On October 29, 2014 (the "Closing Date"), Elena Shmarihina and Alexander Averchenko, the two controlling shareholders of Halton Universal Brands, Inc. (the “Registrant” the “Company” or “HNVB”) who owned 4,000,0000 shares of HNVB restricted common stock, sold those shares to World Assurance Group, Inc. (“WDAS”) for $60,000. Additionally, WDAS entered into and closed on various other stock purchase agreements with certain other HNVB shareholders to purchase a total of 3,095,000 shares of common stock of HNVB in exchange for $318,000.  All HNVB shares purchased by WDAS are and will be "restricted securities" as such term is defined the Securities Act of 1933, as amended (the "Securities Act"). The Stock Purchase Agreements contained customary representations and warranties with respect to WDAS, the HNVB selling shareholders and the Registrant, as applicable.


Simultaneously with the Closing, the Company’s Parent Company, World Assurance Group (WDAS) and two of WDAS’s wholly owned subsidiaries, World Global Group, Inc. (“WGG”) and World Global Assets, Pte.

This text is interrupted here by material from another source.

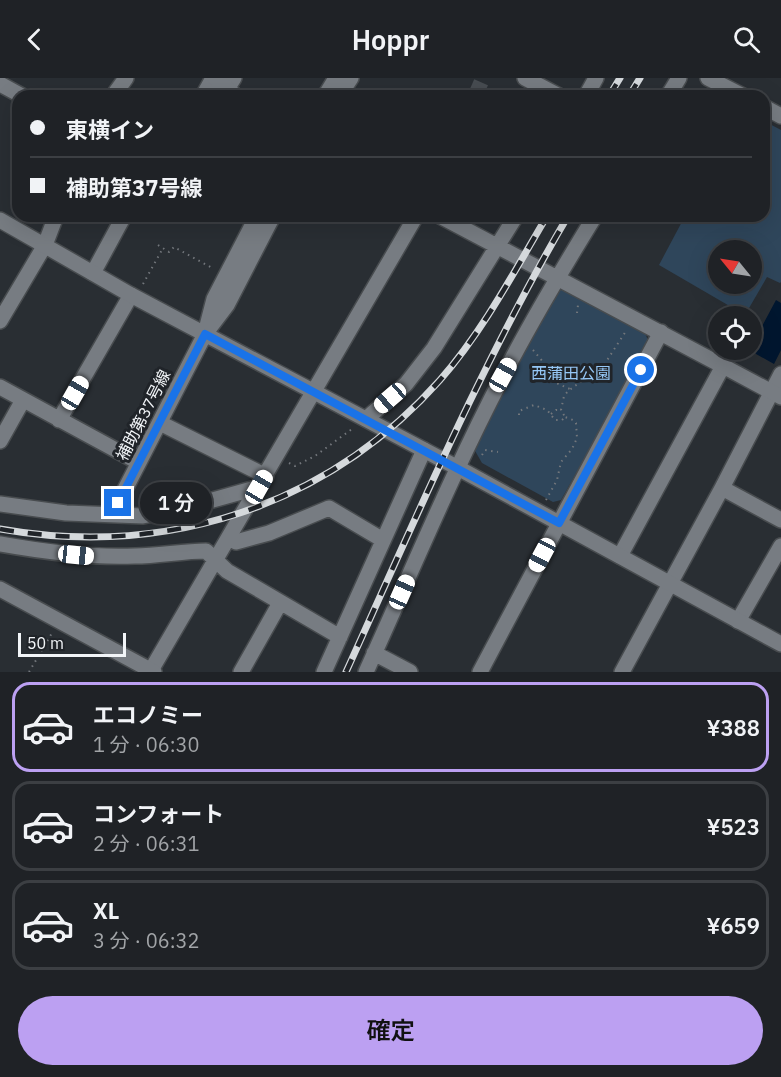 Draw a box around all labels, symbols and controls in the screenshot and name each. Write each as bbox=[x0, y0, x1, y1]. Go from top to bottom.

Ltd. ("WGA"), entered into a Purchase And Intercompany License Agreement with the Company whereby (i) WGA licensed certain intellectual property related to WGA’s ‘SPACE’ technology and brand to the Company pursuant to a License Agreement in exchange for a fee of $100 for each SPACE Computer unit produced and sold by the Company, (ii) WGG subleased certain real estate to the Company, and (iii) WGA transferred $2,000,000 to the Company in exchange for 8,000,000 shares of the Company’s restricted common stock.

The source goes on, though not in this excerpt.